## [Instructions for the task]
Below are the records; copy each line in them that holds the word "white".

## [Stored records]
== Segment start ==

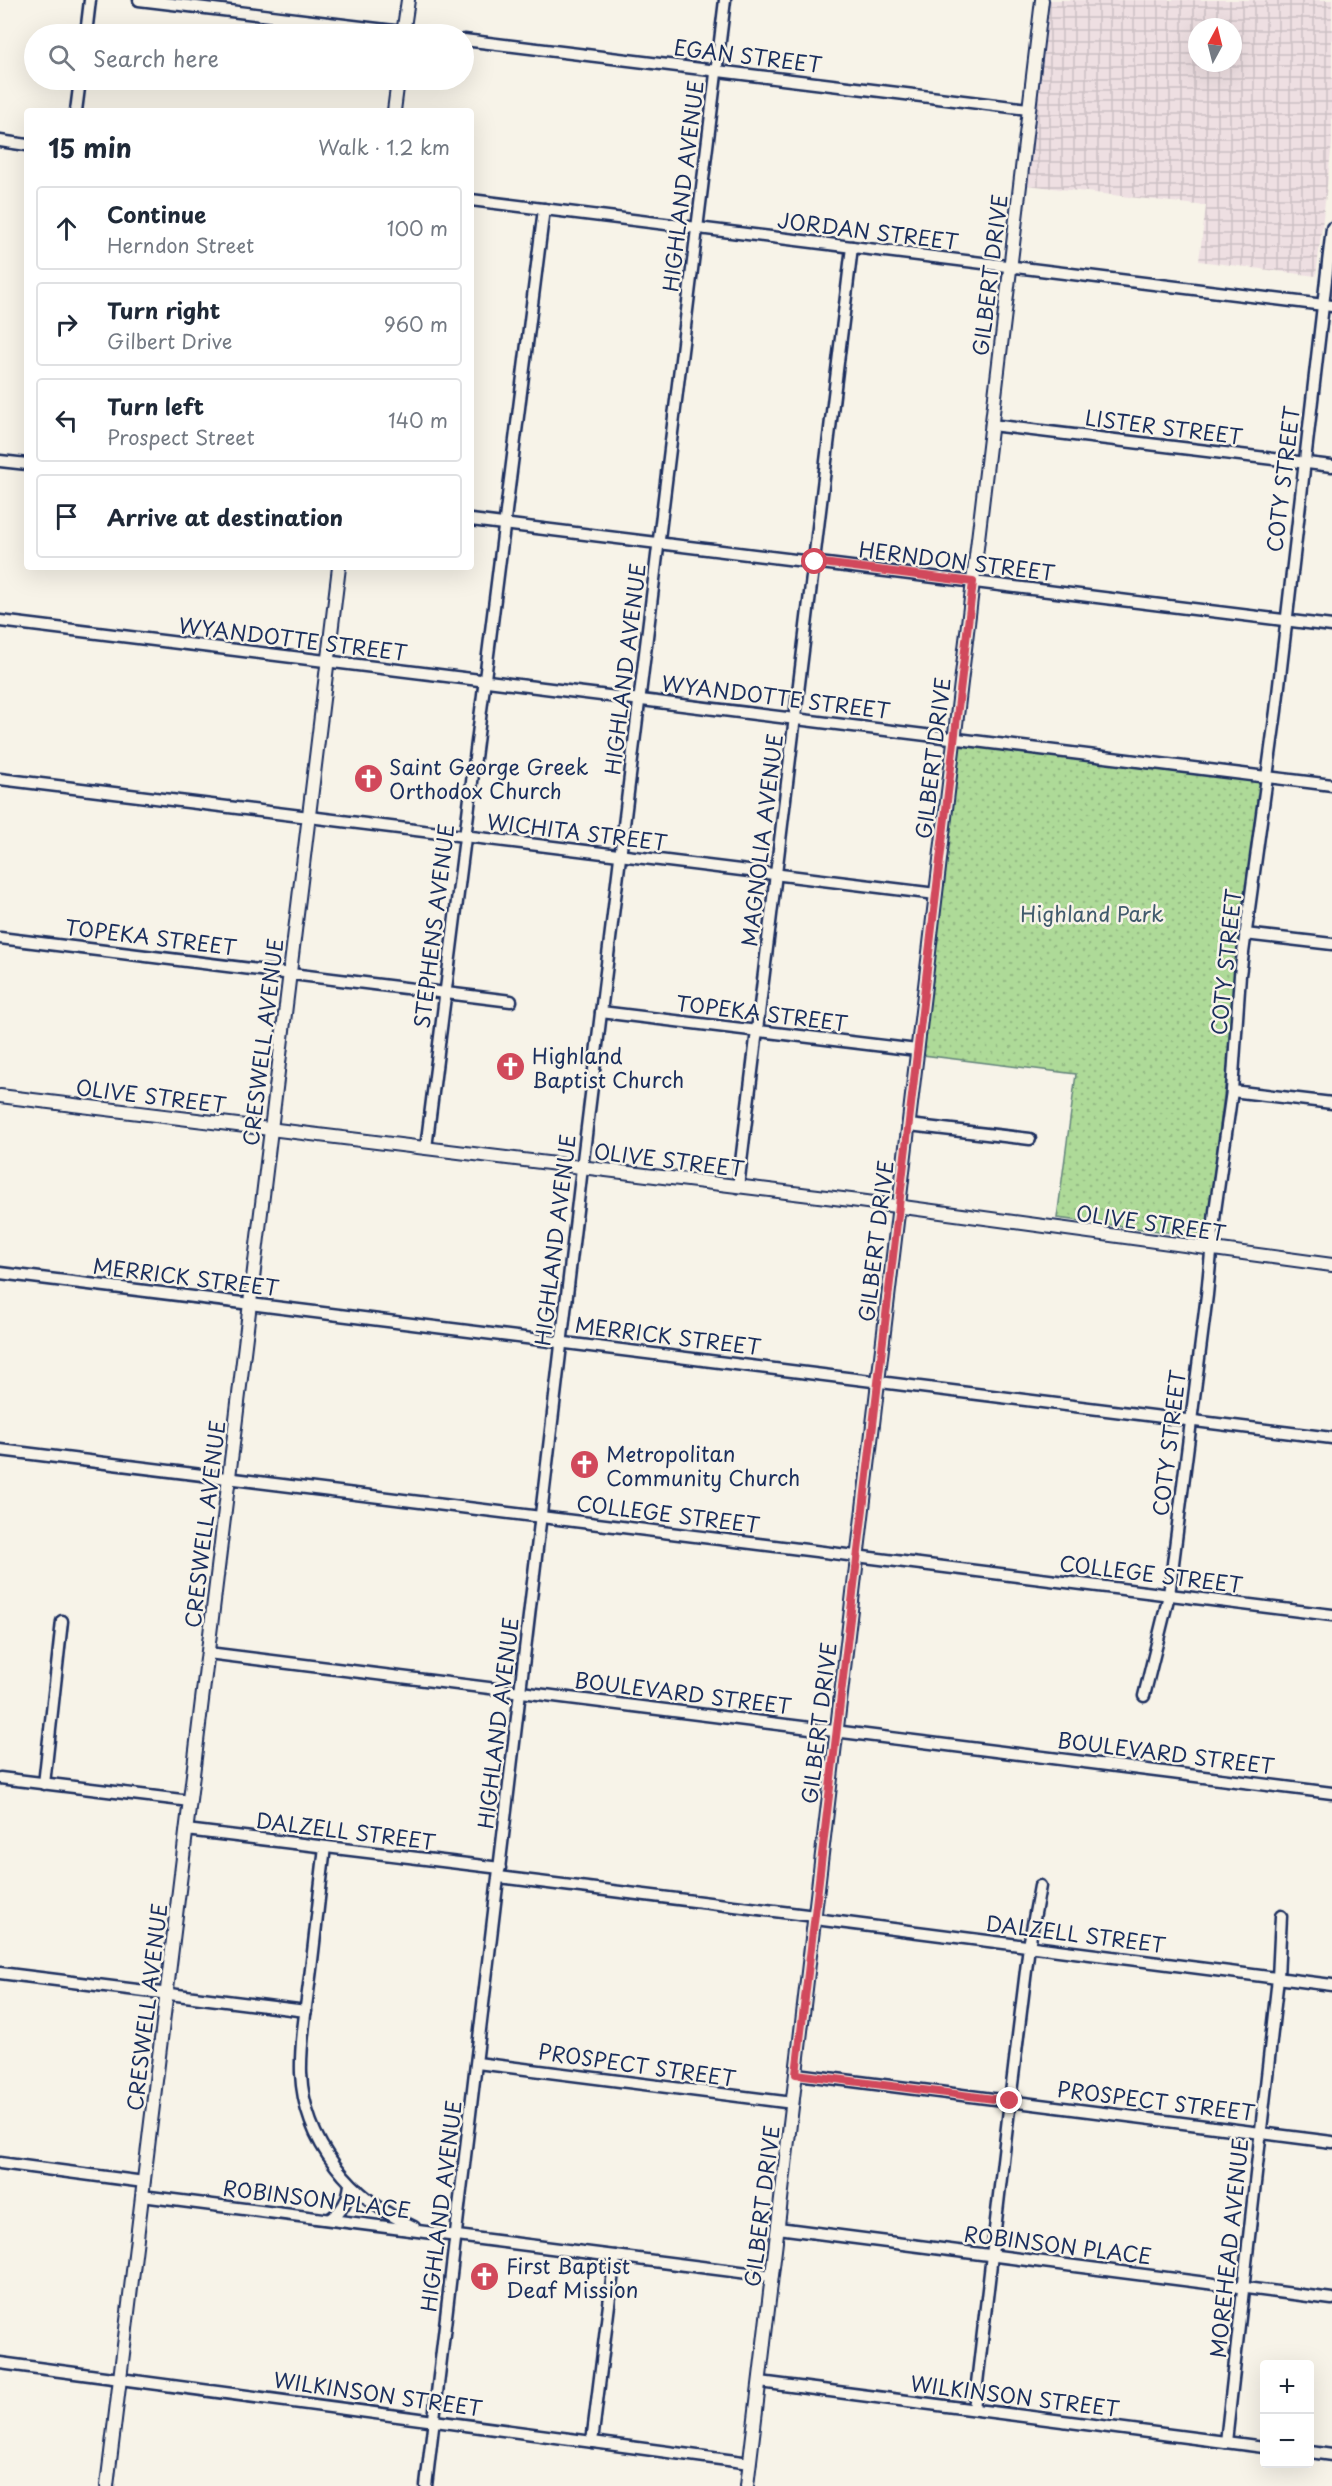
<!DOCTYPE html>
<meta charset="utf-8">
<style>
body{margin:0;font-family:"Playpen Sans",sans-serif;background:#f6f6f7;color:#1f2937}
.controls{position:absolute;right:18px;bottom:18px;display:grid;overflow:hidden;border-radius:6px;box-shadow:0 6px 24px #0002}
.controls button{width:54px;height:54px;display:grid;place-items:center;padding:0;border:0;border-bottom:2px solid #e0e1e3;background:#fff;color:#1f2937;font:30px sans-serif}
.compass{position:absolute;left:1188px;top:18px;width:54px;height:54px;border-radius:50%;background:#fff;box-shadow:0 6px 24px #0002;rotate:7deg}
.stop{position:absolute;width:18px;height:18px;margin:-14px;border:4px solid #d1495b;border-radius:50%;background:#fff}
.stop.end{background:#d1495b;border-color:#fff;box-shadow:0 2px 6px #0008}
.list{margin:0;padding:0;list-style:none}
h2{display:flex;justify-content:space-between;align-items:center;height:78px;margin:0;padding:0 24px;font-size:26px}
h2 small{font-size:20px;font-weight:400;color:#747a83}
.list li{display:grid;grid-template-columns:39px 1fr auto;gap:18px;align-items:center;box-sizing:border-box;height:84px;margin:0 12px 12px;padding:0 12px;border:2px solid #e0e1e3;border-radius:6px}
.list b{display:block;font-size:22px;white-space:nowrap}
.list p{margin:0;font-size:20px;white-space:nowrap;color:#747a83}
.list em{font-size:20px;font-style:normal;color:#747a83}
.icon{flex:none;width:33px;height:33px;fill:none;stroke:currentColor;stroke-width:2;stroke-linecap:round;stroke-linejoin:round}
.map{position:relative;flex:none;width:1332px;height:2486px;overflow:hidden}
.search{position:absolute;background:#fff;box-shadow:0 6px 24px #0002;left:24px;top:24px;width:450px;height:66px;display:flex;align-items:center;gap:15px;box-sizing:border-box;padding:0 21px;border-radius:33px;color:#747a83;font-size:22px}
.panel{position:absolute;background:#fff;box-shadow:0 6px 24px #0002;left:24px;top:108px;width:450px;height:462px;border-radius:6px}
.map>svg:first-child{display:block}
.industrial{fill:url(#industrial-grid);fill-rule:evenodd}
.park{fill:url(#park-dots);stroke:#64847b;stroke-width:1.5}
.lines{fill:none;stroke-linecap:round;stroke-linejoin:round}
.minor-casing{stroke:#1b2f5e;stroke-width:15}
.tertiary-casing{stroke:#1b2f5e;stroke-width:16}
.minor{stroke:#f7f3e8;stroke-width:10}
.tertiary{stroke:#f7f3e8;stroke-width:12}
.route{stroke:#d1495b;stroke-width:8}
.labels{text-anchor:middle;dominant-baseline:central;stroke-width:5;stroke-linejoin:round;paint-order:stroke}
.street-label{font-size:21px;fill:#1b2f5e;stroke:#f7f3e8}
.poi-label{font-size:21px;fill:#1b2f5e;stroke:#f7f3e8;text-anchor:start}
.park-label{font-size:21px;fill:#405a6c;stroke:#f7f3e8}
</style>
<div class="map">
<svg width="1332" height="2486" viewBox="0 0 1332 2486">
<defs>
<pattern id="industrial-grid" width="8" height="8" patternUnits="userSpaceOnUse" patternTransform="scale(1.5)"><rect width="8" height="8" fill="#eedfe2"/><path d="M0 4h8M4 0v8" fill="none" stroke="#ccc0c4"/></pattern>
<pattern id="park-dots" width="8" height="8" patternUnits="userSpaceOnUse" patternTransform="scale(1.5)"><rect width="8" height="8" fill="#aeda98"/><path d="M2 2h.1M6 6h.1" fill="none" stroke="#95bb85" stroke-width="1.8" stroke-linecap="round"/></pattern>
</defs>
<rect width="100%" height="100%" fill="#f7f3e8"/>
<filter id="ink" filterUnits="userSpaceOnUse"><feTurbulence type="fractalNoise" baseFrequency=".0167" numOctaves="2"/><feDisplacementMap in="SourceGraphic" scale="12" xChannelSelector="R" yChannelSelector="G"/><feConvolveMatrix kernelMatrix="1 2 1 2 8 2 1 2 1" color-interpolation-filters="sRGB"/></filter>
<g filter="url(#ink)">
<path class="industrial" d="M1049 0H1332V144L1316 276 1199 261 1206 206 1027 185ZM1197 27H1233V63H1197Z"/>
<polygon class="park" points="960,742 1264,779 1206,1237 1057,1218 1076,1074 923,1055"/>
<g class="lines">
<defs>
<g id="minor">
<polyline points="139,0 419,34"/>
<polyline points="86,34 90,0"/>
<polyline points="464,40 1028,109"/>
<polyline points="76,111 80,80"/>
<polyline points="0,141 27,145"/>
<polyline points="471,200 1332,306"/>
<polyline points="991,425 1332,466"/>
<polyline points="0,461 27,464"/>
<polyline points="471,520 1332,626"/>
<polyline points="0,621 1332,785"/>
<polyline points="0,779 936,894"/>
<polyline points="1245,934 1332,944"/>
<polyline points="0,938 511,1001"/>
<polyline points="601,1012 917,1050"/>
<polyline points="1232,1091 1332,1103"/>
<polyline points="909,1125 1030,1139"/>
<polyline points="426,1148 544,209"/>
<polyline points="738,1187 852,247"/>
<polyline points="0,1273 1332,1438"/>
<polyline points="0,1450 1332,1615"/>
<polyline points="208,1653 1332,1793"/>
<polyline points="1144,1696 1169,1595 1207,1295 1215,1211 1232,1091 1240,975 1276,711 1332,228"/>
<polyline points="0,1778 190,1801"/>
<polyline points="44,1784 62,1621"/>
<polyline points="186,1830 500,1868"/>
<path d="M325 1847C320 1887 316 1928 311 1969 307 2003 300 2039 301 2073 304 2143 352 2199 414 2227"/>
<polyline points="499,1877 815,1916"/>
<polyline points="815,1919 1332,1985"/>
<polyline points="0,1973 306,2011"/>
<polyline points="477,2063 793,2103"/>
<polyline points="797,2074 1332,2142"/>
<polyline points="0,2163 144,2182"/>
<polyline points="142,2196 772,2276"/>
<path d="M330 2219C343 2210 348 2200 350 2185"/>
<polyline points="778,2228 1332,2299"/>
<polyline points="0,2363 750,2463"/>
<polyline points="760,2382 1264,2447"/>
<polyline points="974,2409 1010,2101 1029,1946 1040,1886"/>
<polyline points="592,2442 615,2256"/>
<polyline points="1226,2442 1278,1978 1281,1916"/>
<polyline points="1310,2452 1332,2455"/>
<polyline points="426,2486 582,1168 725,0"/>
</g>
<g id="tertiary">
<polyline points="403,34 408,0"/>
<polyline points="394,111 398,80"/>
<polyline points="0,1096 859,1201 1332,1265"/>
<polyline points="107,2486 339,567"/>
<polyline points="747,2486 1042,0"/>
</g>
</defs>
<use href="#minor" class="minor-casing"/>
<use href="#tertiary" class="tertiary-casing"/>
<use href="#minor" class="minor"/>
<use href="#tertiary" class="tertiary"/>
</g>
</g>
<g class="lines" filter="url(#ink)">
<polyline class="route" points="815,562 973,582 796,2074 1010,2101"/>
</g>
<defs>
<symbol id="church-disc" viewBox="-11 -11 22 22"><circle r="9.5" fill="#d1495b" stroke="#f7f3e8"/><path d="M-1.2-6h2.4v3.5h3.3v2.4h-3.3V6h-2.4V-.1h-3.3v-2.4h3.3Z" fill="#fff"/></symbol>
</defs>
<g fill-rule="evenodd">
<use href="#church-disc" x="352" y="762" width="33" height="33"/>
<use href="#church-disc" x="494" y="1050" width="33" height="33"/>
<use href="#church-disc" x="568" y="1448" width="33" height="33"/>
<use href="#church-disc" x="468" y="2260" width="33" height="33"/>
</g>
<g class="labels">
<g class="street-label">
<text transform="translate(748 55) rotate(7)">EGAN STREET</text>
<text transform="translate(682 186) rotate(-83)">HIGHLAND AVENUE</text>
<text transform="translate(868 230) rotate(7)">JORDAN STREET</text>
<text transform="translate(989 275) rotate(-83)">GILBERT DRIVE</text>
<text transform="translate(1164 426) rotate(7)">LISTER STREET</text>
<text transform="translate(1282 479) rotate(-83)">COTY STREET</text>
<text transform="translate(957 560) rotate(7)">HERNDON STREET</text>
<text transform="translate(293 638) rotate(7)">WYANDOTTE STREET</text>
<text transform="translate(624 669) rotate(-83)">HIGHLAND AVENUE</text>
<text transform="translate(776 696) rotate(7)">WYANDOTTE STREET</text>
<text transform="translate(932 758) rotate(-83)">GILBERT DRIVE</text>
<text transform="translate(577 831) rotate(7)">WICHITA STREET</text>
<text transform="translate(761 840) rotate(-83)">MAGNOLIA AVENUE</text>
<text transform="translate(433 926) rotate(-83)">STEPHENS AVENUE</text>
<text transform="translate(151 936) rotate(7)">TOPEKA STREET</text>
<text transform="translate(1225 962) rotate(-84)">COTY STREET</text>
<text transform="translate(762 1012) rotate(7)">TOPEKA STREET</text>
<text transform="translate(262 1042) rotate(-83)">CRESWELL AVENUE</text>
<text transform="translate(151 1095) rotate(7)">OLIVE STREET</text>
<text transform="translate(669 1159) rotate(7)">OLIVE STREET</text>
<text transform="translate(1151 1222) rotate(8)">OLIVE STREET</text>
<text transform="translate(554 1240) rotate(-83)">HIGHLAND AVENUE</text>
<text transform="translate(875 1241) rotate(-83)">GILBERT DRIVE</text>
<text transform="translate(186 1276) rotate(7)">MERRICK STREET</text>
<text transform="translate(668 1335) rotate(7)">MERRICK STREET</text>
<text transform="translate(1168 1443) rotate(-83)">COTY STREET</text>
<text transform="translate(668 1513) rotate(7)">COLLEGE STREET</text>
<text transform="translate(204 1524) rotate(-83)">CRESWELL AVENUE</text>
<text transform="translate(1151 1573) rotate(7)">COLLEGE STREET</text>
<text transform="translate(683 1692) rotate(7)">BOULEVARD STREET</text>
<text transform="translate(497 1723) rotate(-83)">HIGHLAND AVENUE</text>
<text transform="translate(818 1723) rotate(-83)">GILBERT DRIVE</text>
<text transform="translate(1166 1752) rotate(7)">BOULEVARD STREET</text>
<text transform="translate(346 1830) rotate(7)">DALZELL STREET</text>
<text transform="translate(1076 1933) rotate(7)">DALZELL STREET</text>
<text transform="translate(146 2007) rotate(-83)">CRESWELL AVENUE</text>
<text transform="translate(637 2064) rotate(8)">PROSPECT STREET</text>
<text transform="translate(1156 2100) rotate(7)">PROSPECT STREET</text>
<text transform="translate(317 2198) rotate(7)">ROBINSON PLACE</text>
<text transform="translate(440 2206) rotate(-83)">HIGHLAND AVENUE</text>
<text transform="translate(761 2206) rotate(-83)">GILBERT DRIVE</text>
<text transform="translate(1058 2244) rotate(7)">ROBINSON PLACE</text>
<text transform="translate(1228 2248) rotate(-84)">MOREHEAD AVENUE</text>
<text transform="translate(378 2393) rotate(8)">WILKINSON STREET</text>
<text transform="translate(1015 2395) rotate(7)">WILKINSON STREET</text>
</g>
<g class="poi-label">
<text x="389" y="766">Saint George Greek<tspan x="389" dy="24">Orthodox Church</tspan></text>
<text x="532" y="1055">Highland<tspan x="532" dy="24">Baptist Church</tspan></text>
<text x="606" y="1453">Metropolitan<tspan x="606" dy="24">Community Church</tspan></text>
<text x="506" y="2265">First Baptist<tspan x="506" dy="24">Deaf Mission</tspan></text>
</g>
<g class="park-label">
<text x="1092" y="913">Highland Park</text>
</g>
</g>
</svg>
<div class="controls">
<button>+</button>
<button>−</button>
</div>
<svg class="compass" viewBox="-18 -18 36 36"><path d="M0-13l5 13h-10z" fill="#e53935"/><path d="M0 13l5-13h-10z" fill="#747a83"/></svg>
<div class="stop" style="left:815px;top:562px"></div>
<div class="stop end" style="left:1010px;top:2101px"></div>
<div class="search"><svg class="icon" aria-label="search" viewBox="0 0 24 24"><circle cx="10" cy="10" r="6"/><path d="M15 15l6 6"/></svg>Search here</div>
<section class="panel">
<h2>15 min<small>Walk · 1.2 km</small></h2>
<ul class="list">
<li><svg class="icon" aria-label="ahead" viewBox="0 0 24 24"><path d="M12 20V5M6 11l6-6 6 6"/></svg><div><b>Continue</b><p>Herndon Street</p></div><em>100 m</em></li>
<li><svg class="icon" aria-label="right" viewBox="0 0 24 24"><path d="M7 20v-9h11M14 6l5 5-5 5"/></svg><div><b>Turn right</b><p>Gilbert Drive</p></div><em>960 m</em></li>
<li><svg class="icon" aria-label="left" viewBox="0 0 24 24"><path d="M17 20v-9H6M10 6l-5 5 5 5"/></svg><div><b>Turn left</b><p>Prospect Street</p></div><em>140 m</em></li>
<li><svg class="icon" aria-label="arrive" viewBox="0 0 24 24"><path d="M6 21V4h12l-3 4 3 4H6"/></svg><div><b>Arrive at destination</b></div></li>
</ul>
</section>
</div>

== Segment end ==

## [Task solution]
.list b{display:block;font-size:22px;white-space:nowrap}
.list p{margin:0;font-size:20px;white-space:nowrap;color:#747a83}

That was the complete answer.